MISSING: Interoperability with other crypto libraries was not tested at all.

MISSING: Functions for key import/export currently handle only raw data; sooner or later PKCS#8 (for privkeys) and/or SPKI/X.509 (for pubkeys) will be probably needed.

IMPORTANT: The code in this initial PR is very lightly tested and is not suitable for production use.

This change is intended as a first step towards PQC support and is open for discussion, review, and further improvements.

Checklist

• documentation is added or updated
• tests are added or updated

[karel-m]

As for key formats, there are some very recent standards:

• RFC 9935 (March 2026) defines ML-KEM in X.509/PKIX, including subject public keys and private keys.
• RFC 9909 (December 2025) defines SLH-DSA in X.509/PKIX, including public keys, signatures and private keys.
• RFC 9881 (October 2025) defines ML-DSA for X.509 certificates and CRLs, including subject public keys, signatures and private keys.

It looks doable with the infrastructure we have in LTC, but quite a lot of work.
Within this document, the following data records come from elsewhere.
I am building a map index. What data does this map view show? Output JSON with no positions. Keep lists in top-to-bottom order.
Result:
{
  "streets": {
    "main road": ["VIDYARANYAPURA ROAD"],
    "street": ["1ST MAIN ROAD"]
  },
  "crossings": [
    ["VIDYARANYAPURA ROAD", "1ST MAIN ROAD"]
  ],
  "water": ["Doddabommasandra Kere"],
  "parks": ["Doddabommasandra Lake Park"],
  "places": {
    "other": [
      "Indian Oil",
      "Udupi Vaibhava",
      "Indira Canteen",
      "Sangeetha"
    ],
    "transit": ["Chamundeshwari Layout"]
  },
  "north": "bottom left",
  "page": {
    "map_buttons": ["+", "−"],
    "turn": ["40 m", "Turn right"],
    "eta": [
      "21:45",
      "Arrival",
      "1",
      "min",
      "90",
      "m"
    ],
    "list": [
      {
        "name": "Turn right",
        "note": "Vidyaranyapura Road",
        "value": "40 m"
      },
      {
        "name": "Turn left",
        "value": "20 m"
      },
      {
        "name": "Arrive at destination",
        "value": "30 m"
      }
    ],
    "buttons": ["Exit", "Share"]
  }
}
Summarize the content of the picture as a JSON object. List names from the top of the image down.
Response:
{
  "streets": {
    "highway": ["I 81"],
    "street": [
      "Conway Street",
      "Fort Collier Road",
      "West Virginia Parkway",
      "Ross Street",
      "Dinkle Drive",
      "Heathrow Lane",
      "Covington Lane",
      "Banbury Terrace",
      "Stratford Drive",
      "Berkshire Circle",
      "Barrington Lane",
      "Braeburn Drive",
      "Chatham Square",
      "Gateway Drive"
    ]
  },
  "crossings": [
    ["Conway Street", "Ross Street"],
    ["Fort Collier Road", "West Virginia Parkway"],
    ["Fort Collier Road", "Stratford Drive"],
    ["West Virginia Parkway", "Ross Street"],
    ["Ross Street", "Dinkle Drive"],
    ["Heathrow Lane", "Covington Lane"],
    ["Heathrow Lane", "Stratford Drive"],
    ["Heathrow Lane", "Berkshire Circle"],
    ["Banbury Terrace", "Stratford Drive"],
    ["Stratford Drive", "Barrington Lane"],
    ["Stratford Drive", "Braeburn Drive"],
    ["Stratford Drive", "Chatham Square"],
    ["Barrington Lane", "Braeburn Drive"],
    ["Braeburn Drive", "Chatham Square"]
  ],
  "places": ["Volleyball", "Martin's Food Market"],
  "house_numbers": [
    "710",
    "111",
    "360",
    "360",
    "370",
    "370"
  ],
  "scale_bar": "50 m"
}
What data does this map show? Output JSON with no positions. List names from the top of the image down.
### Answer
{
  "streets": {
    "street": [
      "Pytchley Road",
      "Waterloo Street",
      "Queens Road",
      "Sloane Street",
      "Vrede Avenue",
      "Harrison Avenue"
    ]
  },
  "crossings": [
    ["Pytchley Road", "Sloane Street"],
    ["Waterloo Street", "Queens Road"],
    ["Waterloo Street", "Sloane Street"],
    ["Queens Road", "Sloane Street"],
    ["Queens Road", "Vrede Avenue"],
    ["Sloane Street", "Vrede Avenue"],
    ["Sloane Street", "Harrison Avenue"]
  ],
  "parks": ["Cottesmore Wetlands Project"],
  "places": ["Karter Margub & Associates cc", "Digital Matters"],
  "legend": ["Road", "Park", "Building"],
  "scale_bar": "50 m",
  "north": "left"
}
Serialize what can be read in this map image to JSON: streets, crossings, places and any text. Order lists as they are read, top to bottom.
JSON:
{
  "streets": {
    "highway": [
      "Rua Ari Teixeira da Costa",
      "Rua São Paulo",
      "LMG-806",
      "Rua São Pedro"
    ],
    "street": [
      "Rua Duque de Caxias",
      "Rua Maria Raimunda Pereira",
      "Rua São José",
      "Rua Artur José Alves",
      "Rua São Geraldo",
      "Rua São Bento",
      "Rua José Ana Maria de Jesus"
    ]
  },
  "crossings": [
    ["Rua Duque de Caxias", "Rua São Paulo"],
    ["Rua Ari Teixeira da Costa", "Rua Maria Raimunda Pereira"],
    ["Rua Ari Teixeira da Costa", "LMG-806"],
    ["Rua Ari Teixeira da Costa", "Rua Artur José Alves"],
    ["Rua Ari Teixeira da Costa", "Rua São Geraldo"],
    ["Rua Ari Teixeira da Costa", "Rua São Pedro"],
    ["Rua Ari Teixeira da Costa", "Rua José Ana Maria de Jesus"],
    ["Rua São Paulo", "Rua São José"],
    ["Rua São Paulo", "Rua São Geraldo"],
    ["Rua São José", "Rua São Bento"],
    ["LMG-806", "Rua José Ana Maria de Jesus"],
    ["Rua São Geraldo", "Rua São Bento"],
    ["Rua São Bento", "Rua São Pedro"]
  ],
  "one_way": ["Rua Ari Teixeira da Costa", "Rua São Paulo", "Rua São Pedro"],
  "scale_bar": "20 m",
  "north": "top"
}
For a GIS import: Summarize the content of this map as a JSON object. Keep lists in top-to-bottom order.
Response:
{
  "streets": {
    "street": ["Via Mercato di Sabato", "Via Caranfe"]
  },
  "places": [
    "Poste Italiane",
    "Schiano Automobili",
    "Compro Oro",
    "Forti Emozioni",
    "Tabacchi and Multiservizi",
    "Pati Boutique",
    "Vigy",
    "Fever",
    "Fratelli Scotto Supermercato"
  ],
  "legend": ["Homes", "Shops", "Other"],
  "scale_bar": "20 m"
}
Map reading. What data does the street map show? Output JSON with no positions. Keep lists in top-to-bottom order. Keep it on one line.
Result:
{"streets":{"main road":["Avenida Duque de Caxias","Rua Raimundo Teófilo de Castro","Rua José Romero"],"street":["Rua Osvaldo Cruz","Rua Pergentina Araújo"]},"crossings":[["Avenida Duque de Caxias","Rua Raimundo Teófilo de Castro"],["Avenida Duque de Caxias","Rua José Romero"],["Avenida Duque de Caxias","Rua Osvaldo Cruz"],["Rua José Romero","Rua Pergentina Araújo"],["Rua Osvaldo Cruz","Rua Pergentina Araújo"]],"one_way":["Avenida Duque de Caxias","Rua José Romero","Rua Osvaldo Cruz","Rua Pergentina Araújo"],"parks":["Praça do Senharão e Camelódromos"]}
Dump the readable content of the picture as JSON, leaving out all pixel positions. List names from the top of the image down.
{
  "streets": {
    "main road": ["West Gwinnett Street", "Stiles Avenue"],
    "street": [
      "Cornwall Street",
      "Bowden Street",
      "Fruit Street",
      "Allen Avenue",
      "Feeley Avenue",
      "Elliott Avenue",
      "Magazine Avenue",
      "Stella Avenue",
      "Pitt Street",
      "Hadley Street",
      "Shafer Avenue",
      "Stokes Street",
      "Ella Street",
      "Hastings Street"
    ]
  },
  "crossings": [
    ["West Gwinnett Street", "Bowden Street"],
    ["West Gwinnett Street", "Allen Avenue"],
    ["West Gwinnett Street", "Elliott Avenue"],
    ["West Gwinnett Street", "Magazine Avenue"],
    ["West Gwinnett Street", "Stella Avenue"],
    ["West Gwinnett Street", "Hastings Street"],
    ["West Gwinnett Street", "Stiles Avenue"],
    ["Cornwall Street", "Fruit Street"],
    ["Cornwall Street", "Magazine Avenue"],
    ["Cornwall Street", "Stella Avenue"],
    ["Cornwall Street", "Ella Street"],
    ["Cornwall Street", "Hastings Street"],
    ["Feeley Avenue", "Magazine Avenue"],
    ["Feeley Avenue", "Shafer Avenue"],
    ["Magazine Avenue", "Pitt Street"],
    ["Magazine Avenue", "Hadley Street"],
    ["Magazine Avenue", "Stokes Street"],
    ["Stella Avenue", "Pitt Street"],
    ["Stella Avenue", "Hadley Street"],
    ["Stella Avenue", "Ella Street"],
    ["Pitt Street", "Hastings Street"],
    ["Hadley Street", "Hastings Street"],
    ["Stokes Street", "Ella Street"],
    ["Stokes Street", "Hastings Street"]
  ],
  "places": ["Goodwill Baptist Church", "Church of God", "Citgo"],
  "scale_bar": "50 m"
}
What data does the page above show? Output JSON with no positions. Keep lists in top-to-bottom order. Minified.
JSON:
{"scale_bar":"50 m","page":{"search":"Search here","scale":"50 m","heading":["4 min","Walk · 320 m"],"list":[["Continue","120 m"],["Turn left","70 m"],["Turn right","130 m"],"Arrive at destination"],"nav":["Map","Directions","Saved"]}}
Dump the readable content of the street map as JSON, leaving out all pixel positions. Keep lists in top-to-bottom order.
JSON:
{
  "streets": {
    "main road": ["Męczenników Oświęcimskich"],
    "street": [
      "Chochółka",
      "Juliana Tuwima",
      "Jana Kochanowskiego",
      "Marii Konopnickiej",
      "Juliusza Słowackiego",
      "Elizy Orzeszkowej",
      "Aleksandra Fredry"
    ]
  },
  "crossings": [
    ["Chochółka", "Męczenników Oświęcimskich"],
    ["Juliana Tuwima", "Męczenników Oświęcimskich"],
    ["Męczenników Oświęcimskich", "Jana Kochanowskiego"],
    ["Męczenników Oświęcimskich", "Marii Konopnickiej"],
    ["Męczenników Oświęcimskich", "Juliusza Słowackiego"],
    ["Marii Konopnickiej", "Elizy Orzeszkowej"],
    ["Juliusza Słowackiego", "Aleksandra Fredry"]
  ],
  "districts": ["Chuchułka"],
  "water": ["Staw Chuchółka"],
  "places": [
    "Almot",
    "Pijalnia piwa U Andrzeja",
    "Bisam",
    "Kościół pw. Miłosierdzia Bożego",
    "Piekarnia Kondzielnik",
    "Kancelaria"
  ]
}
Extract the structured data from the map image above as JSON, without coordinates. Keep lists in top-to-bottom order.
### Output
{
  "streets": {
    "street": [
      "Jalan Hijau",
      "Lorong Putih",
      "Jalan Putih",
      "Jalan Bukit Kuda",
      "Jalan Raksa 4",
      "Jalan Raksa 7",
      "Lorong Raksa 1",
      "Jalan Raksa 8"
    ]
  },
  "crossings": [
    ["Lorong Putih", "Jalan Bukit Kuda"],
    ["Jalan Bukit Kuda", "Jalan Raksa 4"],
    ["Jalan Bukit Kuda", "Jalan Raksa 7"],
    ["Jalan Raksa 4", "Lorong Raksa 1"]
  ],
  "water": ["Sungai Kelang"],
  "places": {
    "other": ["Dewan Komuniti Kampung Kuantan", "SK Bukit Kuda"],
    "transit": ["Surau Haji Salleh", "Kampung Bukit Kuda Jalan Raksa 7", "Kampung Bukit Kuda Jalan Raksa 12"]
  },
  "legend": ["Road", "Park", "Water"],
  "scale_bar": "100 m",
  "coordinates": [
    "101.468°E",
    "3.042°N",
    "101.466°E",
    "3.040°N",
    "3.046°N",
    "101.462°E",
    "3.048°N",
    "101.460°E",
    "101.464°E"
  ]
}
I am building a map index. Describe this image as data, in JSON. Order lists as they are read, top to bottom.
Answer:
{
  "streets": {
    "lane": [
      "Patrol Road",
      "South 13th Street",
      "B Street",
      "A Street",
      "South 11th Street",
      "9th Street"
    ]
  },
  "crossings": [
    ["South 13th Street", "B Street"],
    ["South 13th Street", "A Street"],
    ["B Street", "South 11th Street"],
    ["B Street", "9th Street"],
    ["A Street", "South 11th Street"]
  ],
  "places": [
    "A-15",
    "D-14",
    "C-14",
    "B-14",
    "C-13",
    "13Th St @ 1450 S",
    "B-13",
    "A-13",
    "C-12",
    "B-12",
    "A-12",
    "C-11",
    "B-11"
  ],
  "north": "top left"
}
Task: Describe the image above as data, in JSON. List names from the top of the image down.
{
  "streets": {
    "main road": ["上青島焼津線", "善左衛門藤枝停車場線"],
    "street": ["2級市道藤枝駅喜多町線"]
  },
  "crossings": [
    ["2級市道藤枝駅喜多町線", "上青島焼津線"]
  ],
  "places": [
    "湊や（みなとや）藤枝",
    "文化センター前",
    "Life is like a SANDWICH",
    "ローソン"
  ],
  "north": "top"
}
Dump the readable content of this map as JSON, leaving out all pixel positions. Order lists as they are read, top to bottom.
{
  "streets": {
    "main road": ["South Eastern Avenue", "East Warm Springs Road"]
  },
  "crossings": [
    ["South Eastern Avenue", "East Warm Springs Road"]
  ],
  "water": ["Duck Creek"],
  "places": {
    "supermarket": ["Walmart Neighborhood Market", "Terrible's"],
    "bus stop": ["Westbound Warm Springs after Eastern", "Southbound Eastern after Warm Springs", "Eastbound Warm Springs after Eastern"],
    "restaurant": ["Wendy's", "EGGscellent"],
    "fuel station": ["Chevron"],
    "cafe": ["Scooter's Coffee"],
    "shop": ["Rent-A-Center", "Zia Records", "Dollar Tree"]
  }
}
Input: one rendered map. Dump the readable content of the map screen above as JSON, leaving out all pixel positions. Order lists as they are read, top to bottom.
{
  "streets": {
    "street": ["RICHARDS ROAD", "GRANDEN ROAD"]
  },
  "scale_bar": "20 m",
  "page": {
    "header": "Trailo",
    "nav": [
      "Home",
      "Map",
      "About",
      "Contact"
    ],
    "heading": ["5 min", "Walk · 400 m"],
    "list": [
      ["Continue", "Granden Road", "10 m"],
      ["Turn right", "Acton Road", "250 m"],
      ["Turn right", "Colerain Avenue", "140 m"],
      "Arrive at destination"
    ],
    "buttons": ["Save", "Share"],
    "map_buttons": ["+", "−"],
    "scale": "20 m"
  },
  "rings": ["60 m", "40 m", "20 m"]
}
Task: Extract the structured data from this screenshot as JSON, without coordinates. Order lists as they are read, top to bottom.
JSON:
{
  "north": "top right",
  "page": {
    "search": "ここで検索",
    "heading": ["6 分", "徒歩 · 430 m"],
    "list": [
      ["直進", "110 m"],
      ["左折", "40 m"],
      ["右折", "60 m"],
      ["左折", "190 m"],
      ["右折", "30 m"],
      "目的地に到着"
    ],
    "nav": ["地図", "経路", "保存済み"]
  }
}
It may be worth creating a separate PR.

[VA1DER]

I don't know what OpenSSH's plan is for hybridizing any or all of these, but sntrup761x25519 was a very, very good idea in that it is provably at least as secure as both. There are still questions about the FIPS PQ algos' classic security. I would encourage dialog with the OpenSSH project to replicate this great idea. And with Jan Mojžíš of TinySSH who was, I understand, the driver behind that idea originally. Curve448 would be a great primitive to use for this, as it has some support already in several implementations (and in OpenSSL).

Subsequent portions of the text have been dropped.